*GOAL OF THE EXERCISE*:
Print each record below character for character.

*LISTED ENTRIES*:
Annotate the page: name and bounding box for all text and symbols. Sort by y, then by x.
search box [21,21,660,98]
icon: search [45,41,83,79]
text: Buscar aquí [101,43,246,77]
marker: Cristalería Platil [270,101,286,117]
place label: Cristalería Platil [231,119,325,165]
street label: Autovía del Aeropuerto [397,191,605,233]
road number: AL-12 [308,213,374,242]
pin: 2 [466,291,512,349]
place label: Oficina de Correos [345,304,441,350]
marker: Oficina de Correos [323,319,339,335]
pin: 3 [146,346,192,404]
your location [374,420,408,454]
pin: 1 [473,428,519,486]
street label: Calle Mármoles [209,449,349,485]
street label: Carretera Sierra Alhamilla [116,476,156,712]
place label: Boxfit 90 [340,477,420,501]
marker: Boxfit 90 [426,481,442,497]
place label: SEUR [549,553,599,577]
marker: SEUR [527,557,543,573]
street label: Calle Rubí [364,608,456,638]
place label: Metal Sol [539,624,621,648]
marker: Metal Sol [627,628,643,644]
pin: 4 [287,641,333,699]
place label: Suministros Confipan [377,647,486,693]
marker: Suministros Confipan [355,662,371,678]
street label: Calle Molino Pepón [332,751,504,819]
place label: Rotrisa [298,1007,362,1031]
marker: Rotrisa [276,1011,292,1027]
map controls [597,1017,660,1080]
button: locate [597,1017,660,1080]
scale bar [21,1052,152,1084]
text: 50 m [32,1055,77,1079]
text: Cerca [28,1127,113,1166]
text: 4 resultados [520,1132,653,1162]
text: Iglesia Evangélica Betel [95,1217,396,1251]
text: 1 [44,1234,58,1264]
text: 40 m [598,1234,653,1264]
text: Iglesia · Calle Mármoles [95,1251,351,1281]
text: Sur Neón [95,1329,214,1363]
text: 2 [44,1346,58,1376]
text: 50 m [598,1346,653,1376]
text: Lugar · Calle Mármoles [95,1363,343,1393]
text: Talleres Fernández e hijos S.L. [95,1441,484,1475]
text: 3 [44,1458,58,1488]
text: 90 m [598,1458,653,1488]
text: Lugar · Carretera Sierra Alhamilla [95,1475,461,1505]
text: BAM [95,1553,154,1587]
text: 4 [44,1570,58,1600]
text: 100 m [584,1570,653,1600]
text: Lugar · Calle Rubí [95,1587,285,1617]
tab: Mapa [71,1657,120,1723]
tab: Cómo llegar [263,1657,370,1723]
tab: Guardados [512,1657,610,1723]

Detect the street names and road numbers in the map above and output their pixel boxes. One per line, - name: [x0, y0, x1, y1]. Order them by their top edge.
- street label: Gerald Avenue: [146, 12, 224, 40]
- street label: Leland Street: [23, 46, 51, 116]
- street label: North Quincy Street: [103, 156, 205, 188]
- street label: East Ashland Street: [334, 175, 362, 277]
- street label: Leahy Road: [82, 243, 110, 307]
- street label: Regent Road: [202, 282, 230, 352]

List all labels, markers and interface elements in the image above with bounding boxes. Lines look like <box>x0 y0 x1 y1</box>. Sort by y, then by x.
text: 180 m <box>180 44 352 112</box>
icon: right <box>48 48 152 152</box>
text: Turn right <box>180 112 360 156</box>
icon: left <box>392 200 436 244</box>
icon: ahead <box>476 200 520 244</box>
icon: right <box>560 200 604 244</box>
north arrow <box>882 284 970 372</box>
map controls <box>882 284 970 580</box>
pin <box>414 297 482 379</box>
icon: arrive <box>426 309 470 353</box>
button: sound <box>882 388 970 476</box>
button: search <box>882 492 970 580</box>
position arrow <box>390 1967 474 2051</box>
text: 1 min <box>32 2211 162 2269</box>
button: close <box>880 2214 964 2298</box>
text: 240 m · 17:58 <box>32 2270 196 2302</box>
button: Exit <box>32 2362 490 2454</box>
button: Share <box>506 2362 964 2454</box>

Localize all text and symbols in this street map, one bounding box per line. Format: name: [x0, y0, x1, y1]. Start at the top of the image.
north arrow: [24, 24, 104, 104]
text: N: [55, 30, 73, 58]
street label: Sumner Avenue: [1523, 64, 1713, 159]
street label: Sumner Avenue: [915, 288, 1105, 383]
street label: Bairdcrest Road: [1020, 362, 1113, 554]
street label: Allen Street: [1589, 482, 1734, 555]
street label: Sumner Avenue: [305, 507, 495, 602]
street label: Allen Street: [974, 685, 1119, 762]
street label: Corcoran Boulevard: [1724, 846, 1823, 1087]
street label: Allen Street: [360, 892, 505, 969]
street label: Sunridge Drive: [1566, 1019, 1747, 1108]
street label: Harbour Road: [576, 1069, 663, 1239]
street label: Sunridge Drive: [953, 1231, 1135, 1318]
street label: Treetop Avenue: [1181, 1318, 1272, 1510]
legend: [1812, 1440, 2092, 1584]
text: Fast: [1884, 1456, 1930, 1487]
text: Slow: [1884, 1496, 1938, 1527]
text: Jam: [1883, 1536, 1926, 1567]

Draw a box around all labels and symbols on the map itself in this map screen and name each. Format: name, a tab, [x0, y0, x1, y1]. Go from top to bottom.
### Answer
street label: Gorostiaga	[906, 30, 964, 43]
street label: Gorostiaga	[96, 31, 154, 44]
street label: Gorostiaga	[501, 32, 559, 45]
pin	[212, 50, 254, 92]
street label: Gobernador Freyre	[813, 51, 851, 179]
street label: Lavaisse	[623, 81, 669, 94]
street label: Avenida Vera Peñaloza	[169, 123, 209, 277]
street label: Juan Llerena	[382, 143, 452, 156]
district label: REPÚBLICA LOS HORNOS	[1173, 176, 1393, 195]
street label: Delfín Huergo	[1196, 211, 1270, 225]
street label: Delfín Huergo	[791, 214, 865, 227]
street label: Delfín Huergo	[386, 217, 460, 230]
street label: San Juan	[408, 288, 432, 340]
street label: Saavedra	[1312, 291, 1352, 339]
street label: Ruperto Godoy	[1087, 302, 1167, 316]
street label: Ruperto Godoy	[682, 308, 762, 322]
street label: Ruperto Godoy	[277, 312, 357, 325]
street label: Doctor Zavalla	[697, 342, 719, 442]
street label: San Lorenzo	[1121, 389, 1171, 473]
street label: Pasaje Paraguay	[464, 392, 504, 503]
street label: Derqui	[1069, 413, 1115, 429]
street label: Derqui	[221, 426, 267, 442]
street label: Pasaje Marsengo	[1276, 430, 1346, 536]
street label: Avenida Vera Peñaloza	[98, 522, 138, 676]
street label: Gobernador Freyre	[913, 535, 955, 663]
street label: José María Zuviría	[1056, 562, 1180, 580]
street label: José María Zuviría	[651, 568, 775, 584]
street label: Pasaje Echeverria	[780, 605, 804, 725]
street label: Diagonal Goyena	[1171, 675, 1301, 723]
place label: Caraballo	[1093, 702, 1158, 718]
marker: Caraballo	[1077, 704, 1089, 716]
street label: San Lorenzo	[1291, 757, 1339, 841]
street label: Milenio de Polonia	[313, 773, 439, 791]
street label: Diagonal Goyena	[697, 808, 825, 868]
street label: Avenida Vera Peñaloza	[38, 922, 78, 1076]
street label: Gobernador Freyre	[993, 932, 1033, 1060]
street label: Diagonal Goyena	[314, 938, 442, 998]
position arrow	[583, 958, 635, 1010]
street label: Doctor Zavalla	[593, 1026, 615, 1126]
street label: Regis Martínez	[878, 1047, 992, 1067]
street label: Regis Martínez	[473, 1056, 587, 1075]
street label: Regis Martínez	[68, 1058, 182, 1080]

*COMPLETED EXERCISE*:
Annotate the page: name and bounding box for all text and symbols. Sort by y, then by x.
search box [21,21,660,98]
icon: search [45,41,83,79]
text: Buscar aquí [101,43,246,77]
marker: Cristalería Platil [270,101,286,117]
place label: Cristalería Platil [231,119,325,165]
street label: Autovía del Aeropuerto [397,191,605,233]
road number: AL-12 [308,213,374,242]
pin: 2 [466,291,512,349]
place label: Oficina de Correos [345,304,441,350]
marker: Oficina de Correos [323,319,339,335]
pin: 3 [146,346,192,404]
your location [374,420,408,454]
pin: 1 [473,428,519,486]
street label: Calle Mármoles [209,449,349,485]
street label: Carretera Sierra Alhamilla [116,476,156,712]
place label: Boxfit 90 [340,477,420,501]
marker: Boxfit 90 [426,481,442,497]
place label: SEUR [549,553,599,577]
marker: SEUR [527,557,543,573]
street label: Calle Rubí [364,608,456,638]
place label: Metal Sol [539,624,621,648]
marker: Metal Sol [627,628,643,644]
pin: 4 [287,641,333,699]
place label: Suministros Confipan [377,647,486,693]
marker: Suministros Confipan [355,662,371,678]
street label: Calle Molino Pepón [332,751,504,819]
place label: Rotrisa [298,1007,362,1031]
marker: Rotrisa [276,1011,292,1027]
map controls [597,1017,660,1080]
button: locate [597,1017,660,1080]
scale bar [21,1052,152,1084]
text: 50 m [32,1055,77,1079]
text: Cerca [28,1127,113,1166]
text: 4 resultados [520,1132,653,1162]
text: Iglesia Evangélica Betel [95,1217,396,1251]
text: 1 [44,1234,58,1264]
text: 40 m [598,1234,653,1264]
text: Iglesia · Calle Mármoles [95,1251,351,1281]
text: Sur Neón [95,1329,214,1363]
text: 2 [44,1346,58,1376]
text: 50 m [598,1346,653,1376]
text: Lugar · Calle Mármoles [95,1363,343,1393]
text: Talleres Fernández e hijos S.L. [95,1441,484,1475]
text: 3 [44,1458,58,1488]
text: 90 m [598,1458,653,1488]
text: Lugar · Carretera Sierra Alhamilla [95,1475,461,1505]
text: BAM [95,1553,154,1587]
text: 4 [44,1570,58,1600]
text: 100 m [584,1570,653,1600]
text: Lugar · Calle Rubí [95,1587,285,1617]
tab: Mapa [71,1657,120,1723]
tab: Cómo llegar [263,1657,370,1723]
tab: Guardados [512,1657,610,1723]

Detect the street names and road numbers in the map above and output their pixel boxes. One per line, - name: [x0, y0, x1, y1]. Order them by their top edge.
- street label: Gerald Avenue: [146, 12, 224, 40]
- street label: Leland Street: [23, 46, 51, 116]
- street label: North Quincy Street: [103, 156, 205, 188]
- street label: East Ashland Street: [334, 175, 362, 277]
- street label: Leahy Road: [82, 243, 110, 307]
- street label: Regent Road: [202, 282, 230, 352]

List all labels, markers and interface elements in the image above with bounding boxes. Lines look like <box>x0 y0 x1 y1</box>. Sort by y, then by x.
text: 180 m <box>180 44 352 112</box>
icon: right <box>48 48 152 152</box>
text: Turn right <box>180 112 360 156</box>
icon: left <box>392 200 436 244</box>
icon: ahead <box>476 200 520 244</box>
icon: right <box>560 200 604 244</box>
north arrow <box>882 284 970 372</box>
map controls <box>882 284 970 580</box>
pin <box>414 297 482 379</box>
icon: arrive <box>426 309 470 353</box>
button: sound <box>882 388 970 476</box>
button: search <box>882 492 970 580</box>
position arrow <box>390 1967 474 2051</box>
text: 1 min <box>32 2211 162 2269</box>
button: close <box>880 2214 964 2298</box>
text: 240 m · 17:58 <box>32 2270 196 2302</box>
button: Exit <box>32 2362 490 2454</box>
button: Share <box>506 2362 964 2454</box>

Localize all text and symbols in this street map, one bounding box per line. Format: name: [x0, y0, x1, y1]. Start at the top of the image.
north arrow: [24, 24, 104, 104]
text: N: [55, 30, 73, 58]
street label: Sumner Avenue: [1523, 64, 1713, 159]
street label: Sumner Avenue: [915, 288, 1105, 383]
street label: Bairdcrest Road: [1020, 362, 1113, 554]
street label: Allen Street: [1589, 482, 1734, 555]
street label: Sumner Avenue: [305, 507, 495, 602]
street label: Allen Street: [974, 685, 1119, 762]
street label: Corcoran Boulevard: [1724, 846, 1823, 1087]
street label: Allen Street: [360, 892, 505, 969]
street label: Sunridge Drive: [1566, 1019, 1747, 1108]
street label: Harbour Road: [576, 1069, 663, 1239]
street label: Sunridge Drive: [953, 1231, 1135, 1318]
street label: Treetop Avenue: [1181, 1318, 1272, 1510]
legend: [1812, 1440, 2092, 1584]
text: Fast: [1884, 1456, 1930, 1487]
text: Slow: [1884, 1496, 1938, 1527]
text: Jam: [1883, 1536, 1926, 1567]

Draw a box around all labels and symbols on the map itself in this map screen and name each. Format: name, a tab, [x0, y0, x1, y1]. Go from top to bottom.
### Answer
street label: Gorostiaga	[906, 30, 964, 43]
street label: Gorostiaga	[96, 31, 154, 44]
street label: Gorostiaga	[501, 32, 559, 45]
pin	[212, 50, 254, 92]
street label: Gobernador Freyre	[813, 51, 851, 179]
street label: Lavaisse	[623, 81, 669, 94]
street label: Avenida Vera Peñaloza	[169, 123, 209, 277]
street label: Juan Llerena	[382, 143, 452, 156]
district label: REPÚBLICA LOS HORNOS	[1173, 176, 1393, 195]
street label: Delfín Huergo	[1196, 211, 1270, 225]
street label: Delfín Huergo	[791, 214, 865, 227]
street label: Delfín Huergo	[386, 217, 460, 230]
street label: San Juan	[408, 288, 432, 340]
street label: Saavedra	[1312, 291, 1352, 339]
street label: Ruperto Godoy	[1087, 302, 1167, 316]
street label: Ruperto Godoy	[682, 308, 762, 322]
street label: Ruperto Godoy	[277, 312, 357, 325]
street label: Doctor Zavalla	[697, 342, 719, 442]
street label: San Lorenzo	[1121, 389, 1171, 473]
street label: Pasaje Paraguay	[464, 392, 504, 503]
street label: Derqui	[1069, 413, 1115, 429]
street label: Derqui	[221, 426, 267, 442]
street label: Pasaje Marsengo	[1276, 430, 1346, 536]
street label: Avenida Vera Peñaloza	[98, 522, 138, 676]
street label: Gobernador Freyre	[913, 535, 955, 663]
street label: José María Zuviría	[1056, 562, 1180, 580]
street label: José María Zuviría	[651, 568, 775, 584]
street label: Pasaje Echeverria	[780, 605, 804, 725]
street label: Diagonal Goyena	[1171, 675, 1301, 723]
place label: Caraballo	[1093, 702, 1158, 718]
marker: Caraballo	[1077, 704, 1089, 716]
street label: San Lorenzo	[1291, 757, 1339, 841]
street label: Milenio de Polonia	[313, 773, 439, 791]
street label: Diagonal Goyena	[697, 808, 825, 868]
street label: Avenida Vera Peñaloza	[38, 922, 78, 1076]
street label: Gobernador Freyre	[993, 932, 1033, 1060]
street label: Diagonal Goyena	[314, 938, 442, 998]
position arrow	[583, 958, 635, 1010]
street label: Doctor Zavalla	[593, 1026, 615, 1126]
street label: Regis Martínez	[878, 1047, 992, 1067]
street label: Regis Martínez	[473, 1056, 587, 1075]
street label: Regis Martínez	[68, 1058, 182, 1080]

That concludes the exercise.